Log files telling me of network delays?

I noticed the following in the FreePBX log files :-
54 [2021-10-05 10:23:08] NOTICE[1197] chan_sip.c: Peer ‘SIPGATE’ is now Lagged. (3014ms / 2000ms)
55 [2021-10-05 10:23:18] NOTICE[1197] chan_sip.c: Peer ‘SIPGATE’ is now Reachable. (13ms / 2000ms)
56 [2021-10-05 10:26:20] NOTICE[1197] chan_sip.c: Peer ‘SIPGATE’ is now Lagged. (2014ms / 2000ms)
57 [2021-10-05 10:26:30] NOTICE[1197] chan_sip.c: Peer ‘SIPGATE’ is now Reachable. (13ms / 2000ms)
58 [2021-10-05 10:29:33] NOTICE[1197] chan_sip.c: Peer ‘SIPGATE’ is now Lagged. (2014ms / 2000ms)
59 [2021-10-05 10:29:43] NOTICE[1197] chan_sip.c: Peer ‘SIPGATE’ is now Reachable. (13ms / 2000ms)
60 [2021-10-05 11:09:47] NOTICE[1197] chan_sip.c: Peer ‘SIPGATE’ is now Lagged. (2014ms / 2000ms)
61 [2021-10-05 11:09:57] NOTICE[1197] chan_sip.c: Peer ‘SIPGATE’ is now Reachable. (14ms / 2000ms)

This is a fairly recurrent feature in the logs. We are noticing occaisional jitter / garbled speech on calls, and I’m guessing this might be the cause of it. Our SIP trunk provider is SIPGATE.

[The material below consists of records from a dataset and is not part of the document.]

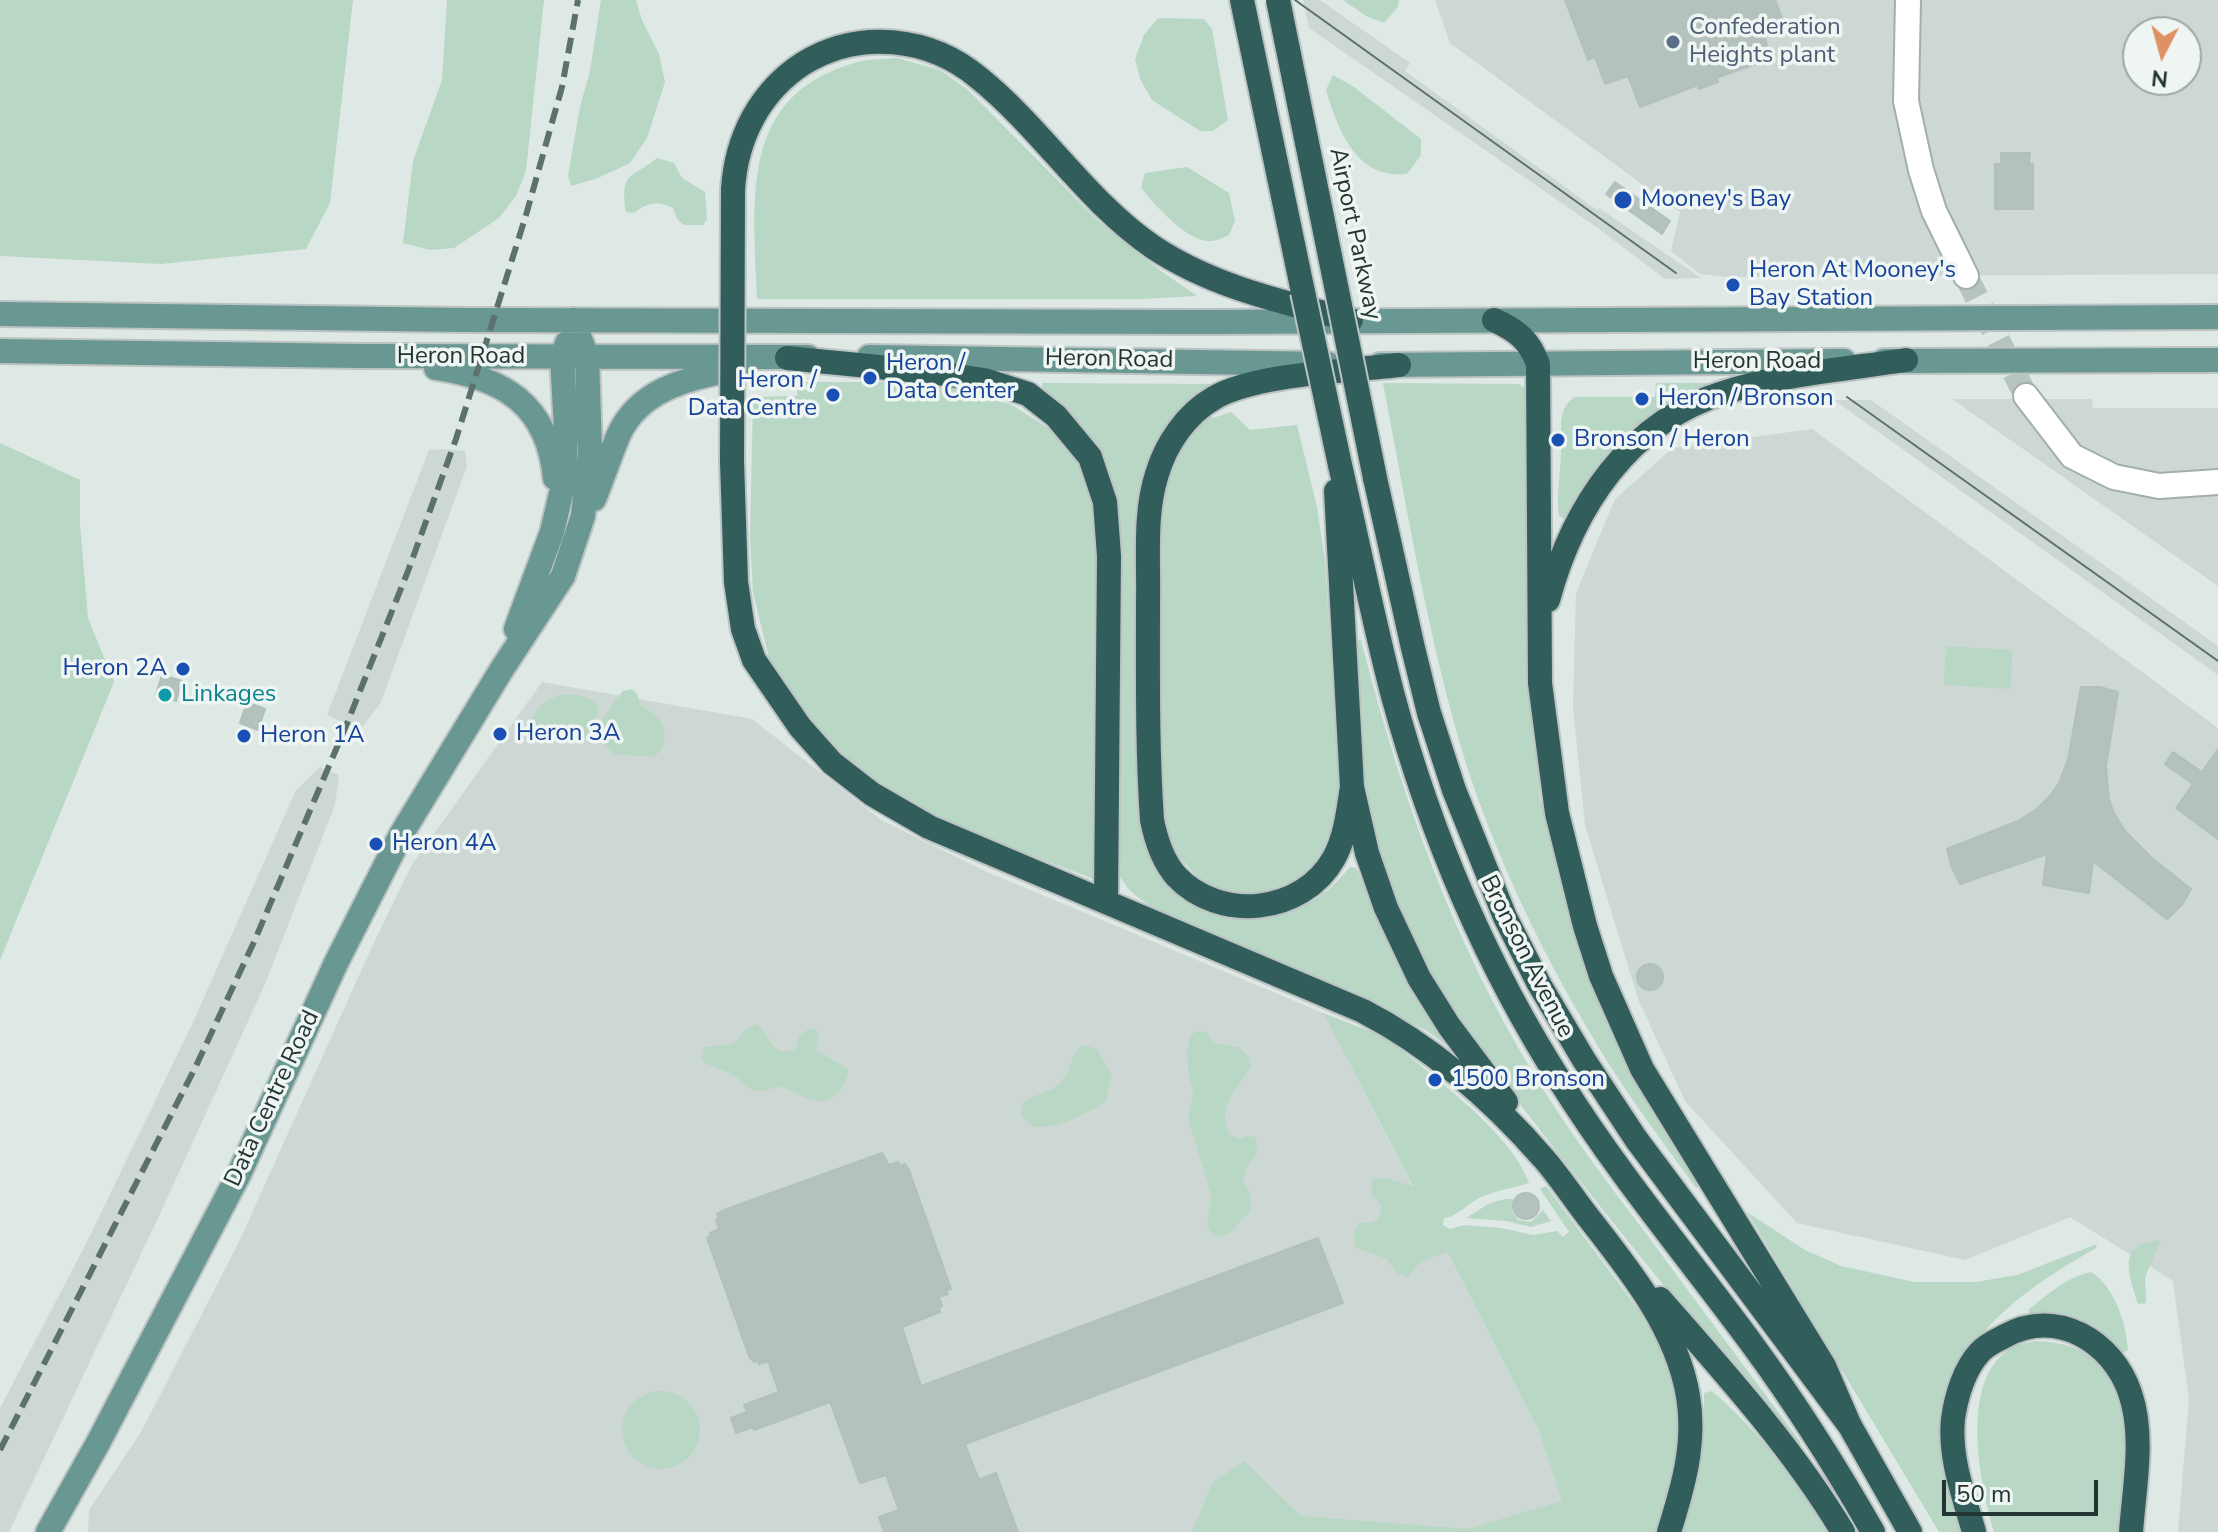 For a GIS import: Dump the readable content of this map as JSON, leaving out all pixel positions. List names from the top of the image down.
{
  "streets": {
    "highway": ["Airport Parkway", "Bronson Avenue"],
    "main road": ["Heron Road", "Data Centre Road"]
  },
  "crossings": [
    ["Airport Parkway", "Bronson Avenue"],
    ["Heron Road", "Data Centre Road"]
  ],
  "places": [
    "Confederation Heights plant",
    "Mooney's Bay",
    "Heron At Mooney's Bay Station",
    "Heron / Data Center",
    "Heron / Data Centre",
    "Heron / Bronson",
    "Bronson / Heron",
    "Heron 2A",
    "Linkages",
    "Heron 3A",
    "Heron 1A",
    "Heron 4A",
    "1500 Bronson"
  ],
  "scale_bar": "50 m",
  "north": "bottom"
}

We have a 100mb leased line (so 100mb synchronous) which is used for internet and telephony for 12 people. We dont make that many phone calls to be honest. Does this look like a bandwidth issue our end, or is it more likely to be a SIPGATE issue?

Thanks in advance.

You mean 100 Mb/s.

I don’t think Sipgate could offer a service with those delays at their end, so I would say it a problem with your ISP, or your link to them.

You may have some buffer bloat, i…e. the network can just cope, but so much traffic gets buffered in the network that it produces unacceptable delays.

Yes, 100Mb/s.

Interestingly, whenever I phone Sipgate support I get an inordinate amount of jitter (I call from a landline) which I always put down to the person I am speaking to working from home, and they have a poor internet connection.

But your post made me wonder, so I rang them today, and lo and behold, they have had a lot of reports of this, it’s a known issue, and they have 2 teams of engineers looking into it. (One looking at the carrier side, and one looking at their internal network side.)

So it looks like it is Sipgate after all.